= Beginning of Section =

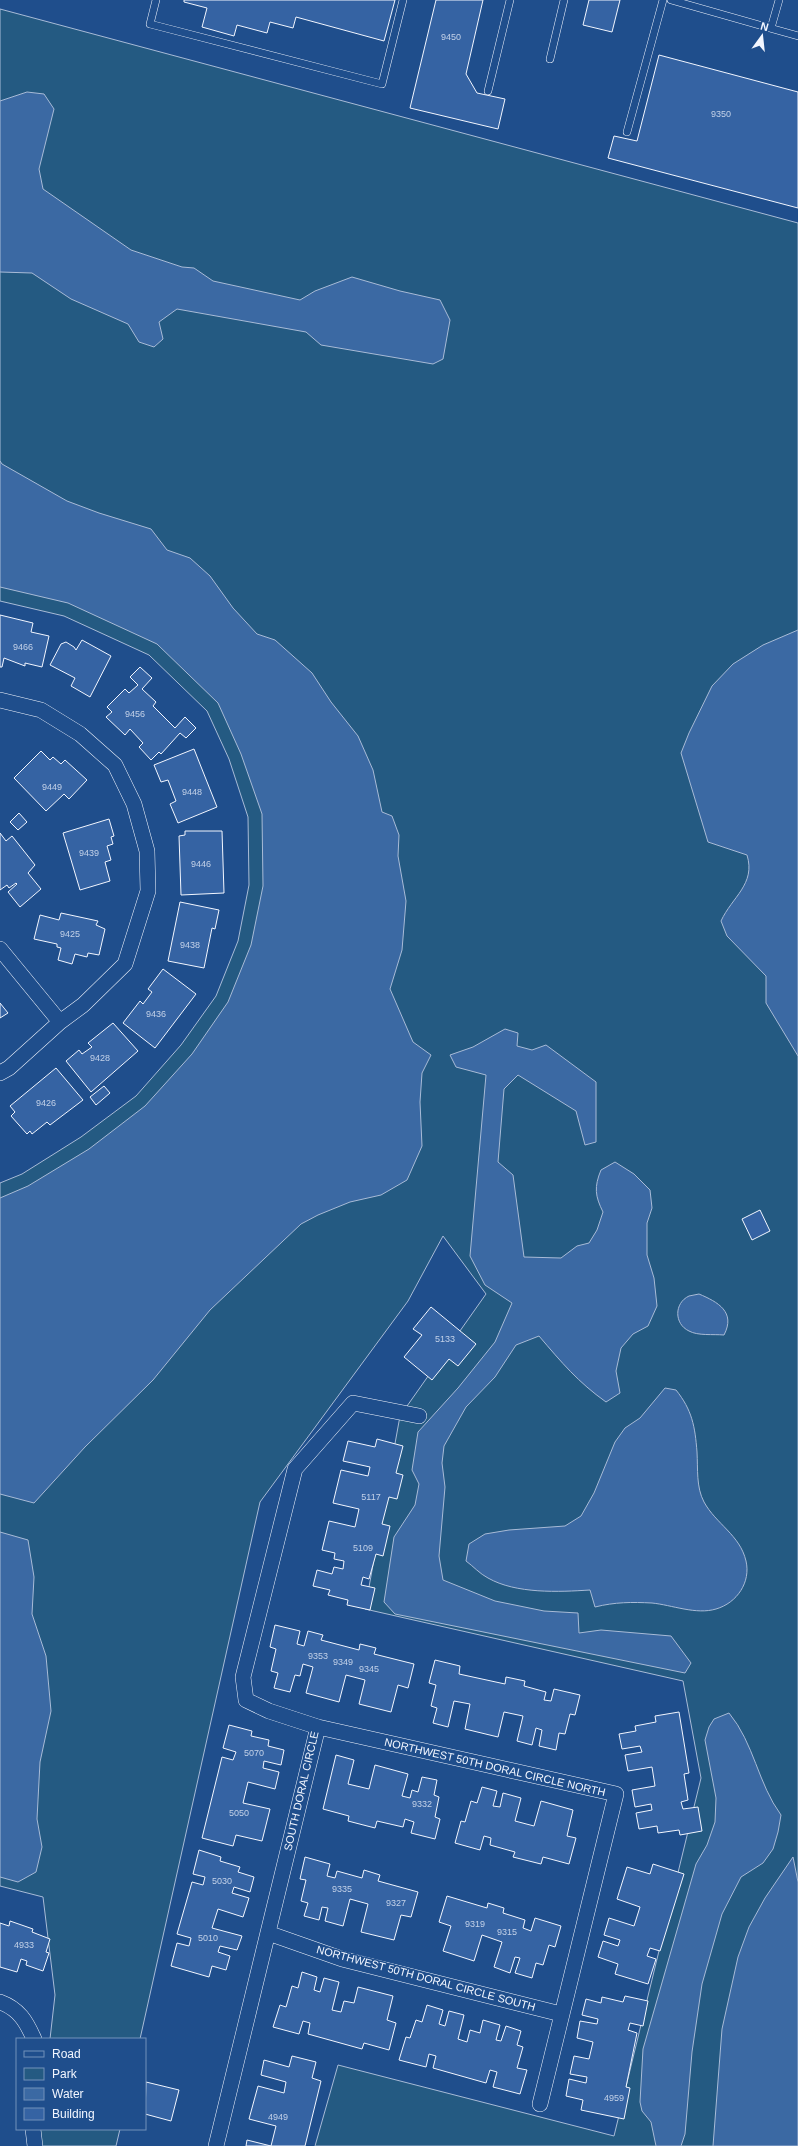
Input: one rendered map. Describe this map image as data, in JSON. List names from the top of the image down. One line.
{"streets":{"street":["NORTHWEST 50TH DORAL CIRCLE NORTH","SOUTH DORAL CIRCLE","NORTHWEST 50TH DORAL CIRCLE SOUTH"]},"crossings":[["NORTHWEST 50TH DORAL CIRCLE NORTH","SOUTH DORAL CIRCLE"],["NORTHWEST 50TH DORAL CIRCLE NORTH","NORTHWEST 50TH DORAL CIRCLE SOUTH"],["SOUTH DORAL CIRCLE","NORTHWEST 50TH DORAL CIRCLE SOUTH"]],"house_numbers":["9450","9350","9466","9456","9449","9448","9439","9446","9425","9438","9436","9428","9426","5133","5117","5109","9353","9349","9345","5070","9332","5050","5030","9335","9327","9319","9315","5010","4933","4959","4949"],"legend":["Road","Park","Water","Building"],"north":"top"}
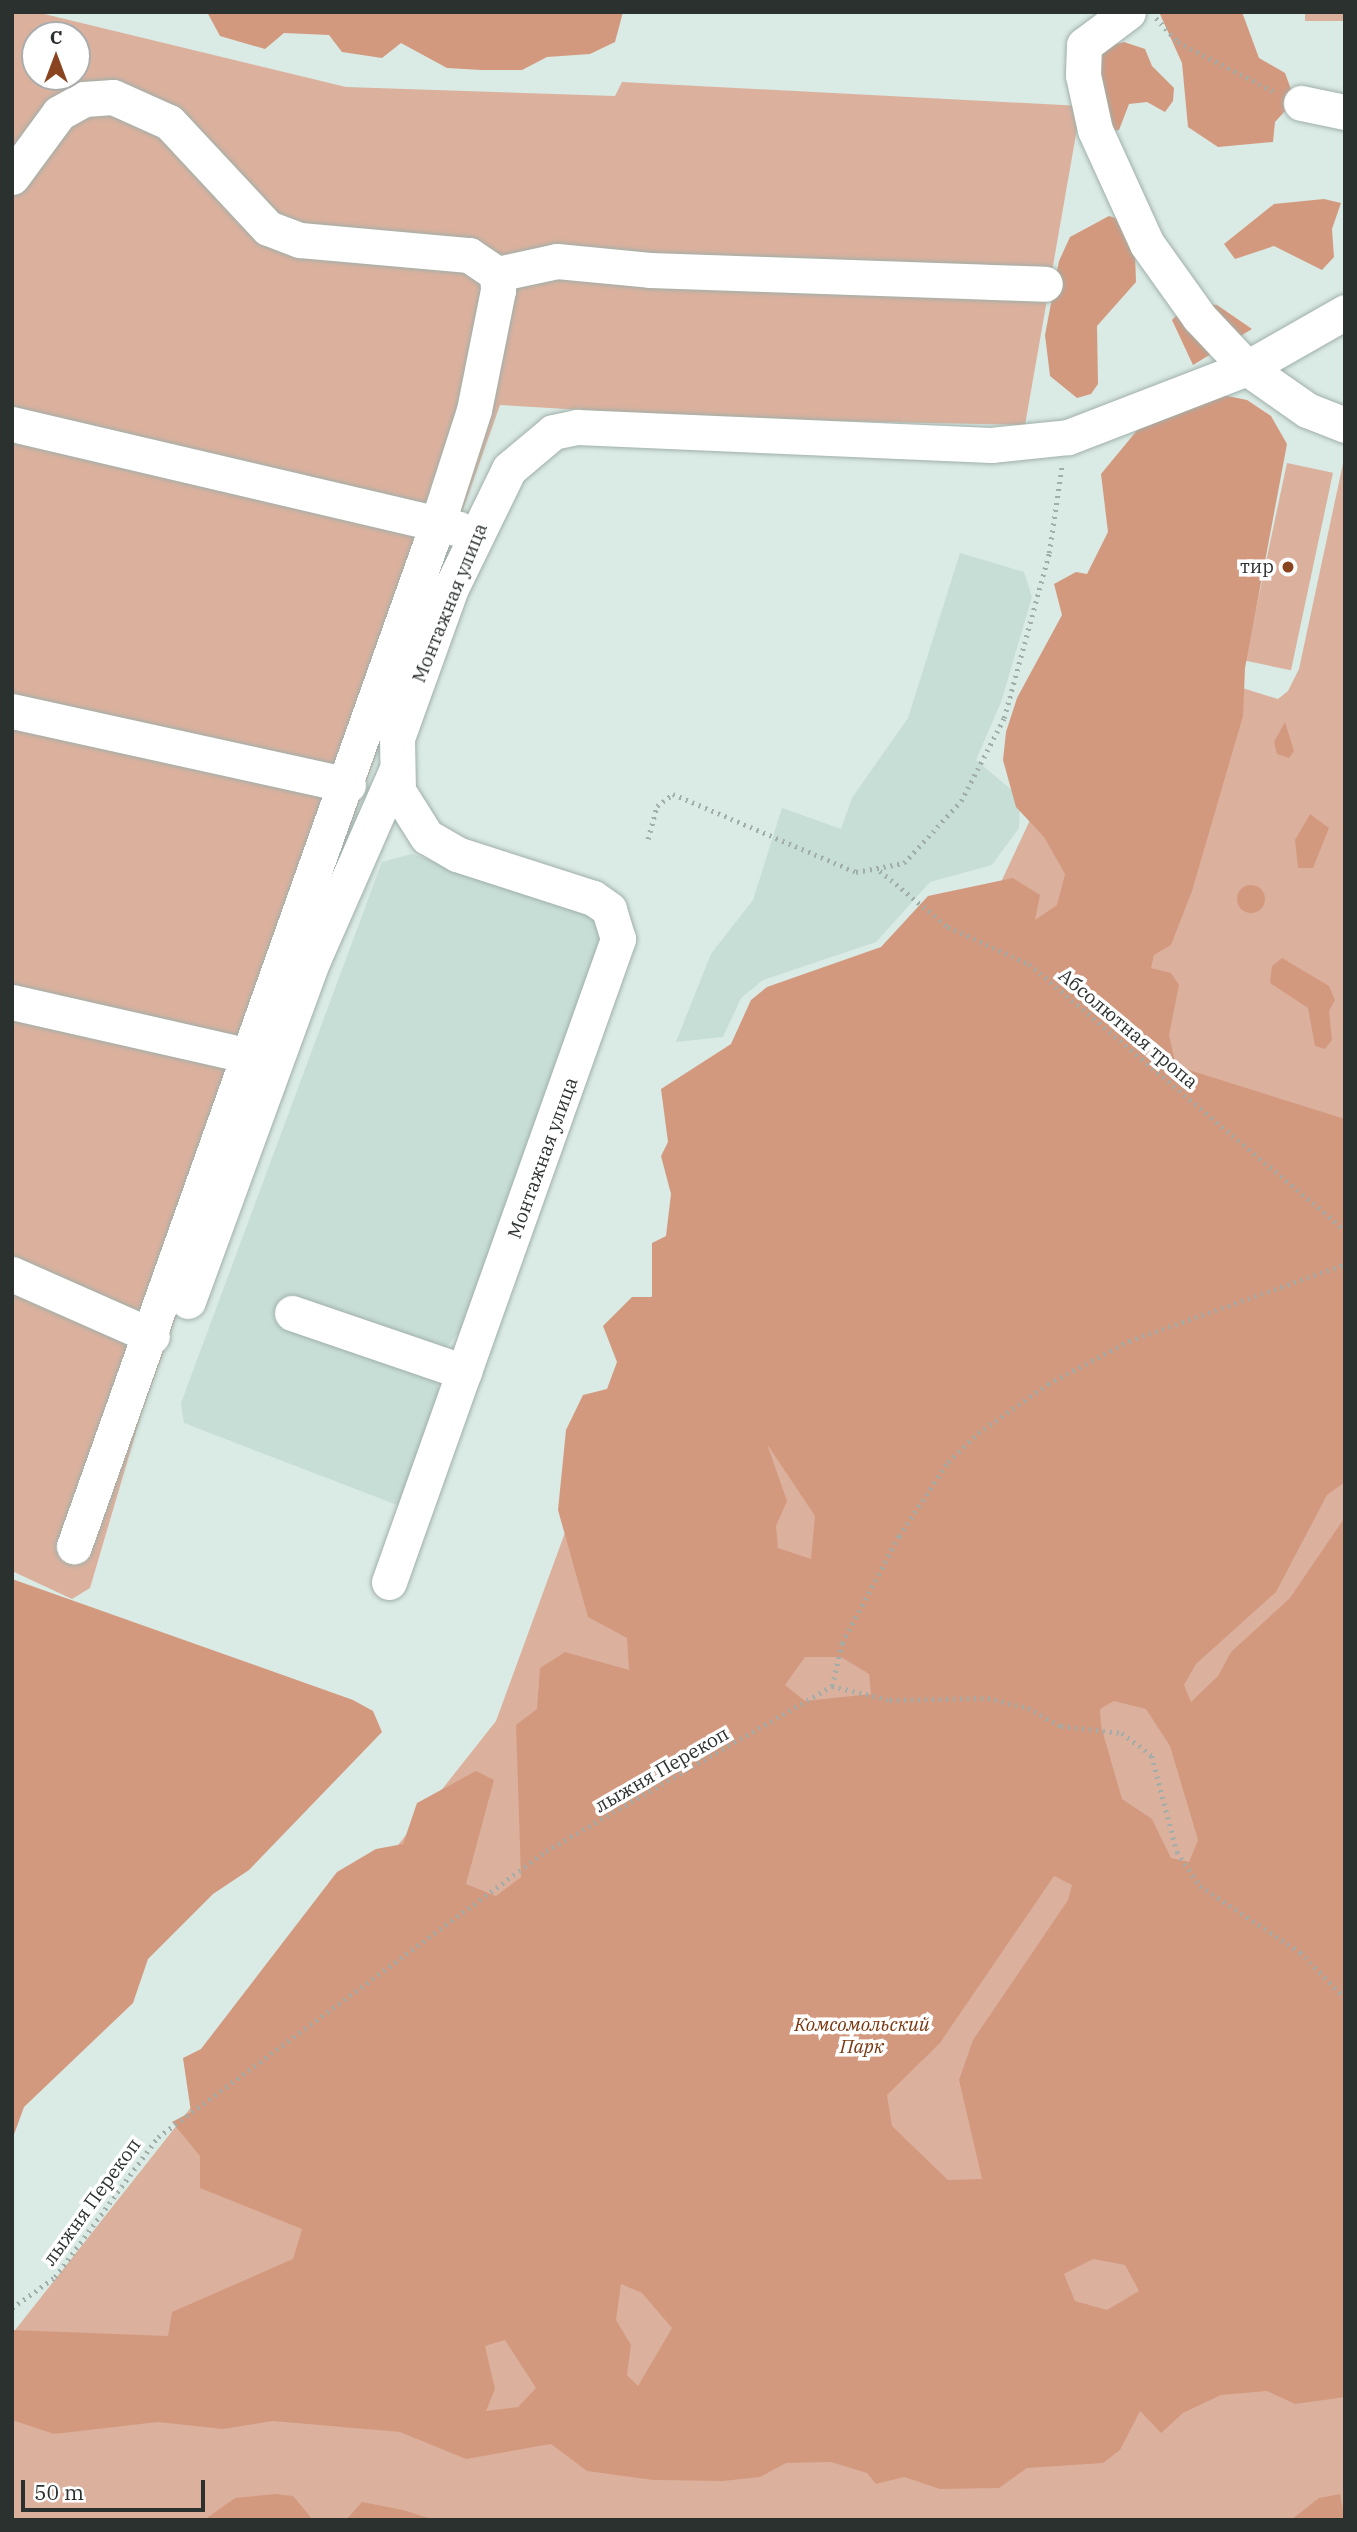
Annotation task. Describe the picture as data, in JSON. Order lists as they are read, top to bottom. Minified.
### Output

= End of Section =

- _Instructions to follow_
Repeat the listing exactly, minus its pictures.

- _Answer below_
Input: one rendered map. Describe this map image as data, in JSON. List names from the top of the image down. One line.
{"streets":{"street":["NORTHWEST 50TH DORAL CIRCLE NORTH","SOUTH DORAL CIRCLE","NORTHWEST 50TH DORAL CIRCLE SOUTH"]},"crossings":[["NORTHWEST 50TH DORAL CIRCLE NORTH","SOUTH DORAL CIRCLE"],["NORTHWEST 50TH DORAL CIRCLE NORTH","NORTHWEST 50TH DORAL CIRCLE SOUTH"],["SOUTH DORAL CIRCLE","NORTHWEST 50TH DORAL CIRCLE SOUTH"]],"house_numbers":["9450","9350","9466","9456","9449","9448","9439","9446","9425","9438","9436","9428","9426","5133","5117","5109","9353","9349","9345","5070","9332","5050","5030","9335","9327","9319","9315","5010","4933","4959","4949"],"legend":["Road","Park","Water","Building"],"north":"top"}
Annotation task. Describe the picture as data, in JSON. Order lists as they are read, top to bottom. Minified.
### Output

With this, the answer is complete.